コマンドの引き数は、次のように組み合わせることができます。

いずれの場合も、ボリュームの復元日時がボリュームの作成日に設定されます。この作成日は、vos examine および vos listvol コマンドの出力の Creation フィールドに表示されます。

1 つの区画にあるすべてのボリュームを復元する場合には、 backup diskrestore コマンドのほうが効率的です。複数のボリュームを異なるサイトに復元する場合には、 backup volsetrestore コマンドのほうが有効です。

デフォルトでは、backup volrestore コマンドは、各ボリュームの最新のフル・ダンプとそれ以降のインクリメンタル・ダンプを復元するので、復元後のボリュームは、可能な限り最新の状態になります。
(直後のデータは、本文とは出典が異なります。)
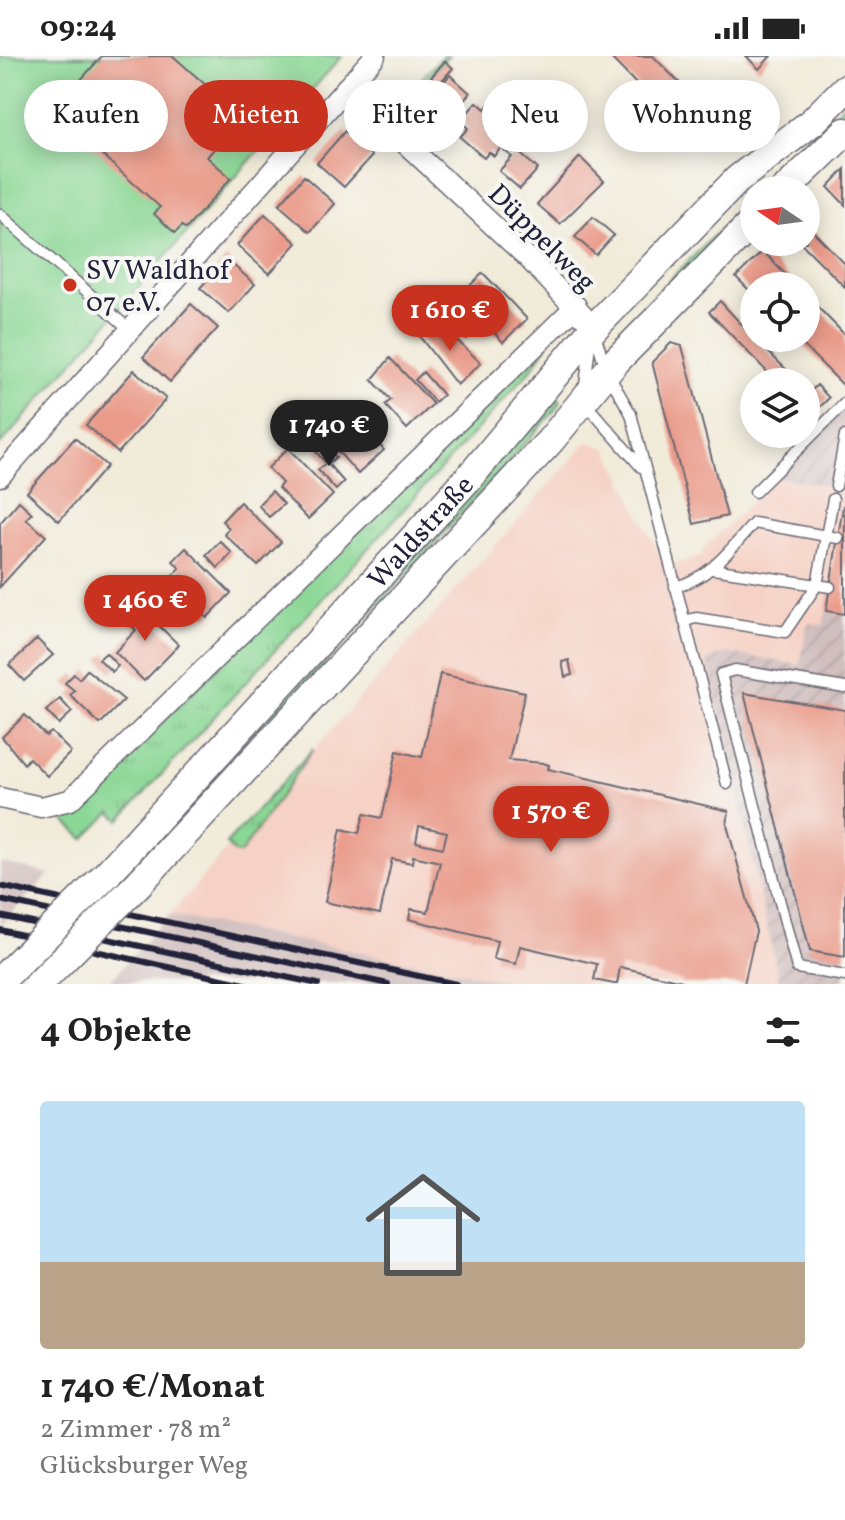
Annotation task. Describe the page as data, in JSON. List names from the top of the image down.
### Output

ボリュームを最新ではない状態に復元する場合には、 -date 引き数を使用してください。バックアップ・システムは、ダンプに含まれるボリュームの複製日 が、指定された日付と時刻よりも前の最新のフル・ダンプおよび連続したインクリメンタル・ダンプを復元します (複製日のタイム・スタンプは、 backup volinfo コマンド出力の clone date フィールドに表示されます)。バックアップおよび読み取り専用ボリュームの場合、複製日は、読み取り / 書き込みのソースからボリュームを複製した時刻です。読み取り / 書き込みボリュームの場合は、親ダンプに組み込むためにボリュームをロックした時刻を表します。指定された時刻での実際の状態と復元されるボリュームとの類似性は、最新の適格ダンプのボリューム複製日から指定された時刻までの経過時間によって異なります。

-volume 引き数にボリューム名の基本 (読み取り / 書き込み) 形式が指定されている場合、バックアップ・システムは、読み取り / 書き込みまたはバックアップのいずれかのダンプがある最新のダンプ・セットをバックアップ・データベースから検索します。バックアップ・システムは、最新のフル・ダンプから順番に、そのバージョンのボリューム・ダンプを復元します。逆に、ボリューム名に .backup または .readonly という拡張子が明示的に付いていると、バックアップ・システムは、対応するボリューム・バージョンのダンプだけを復元します。

バックアップ・システムが復元操作に必要とする磁気テープのリストを、実際にその操作を実行しないで生成するには、実際のコマンドで使用されるオプションと一緒に -n フラグを付けてコマンドを発行してください。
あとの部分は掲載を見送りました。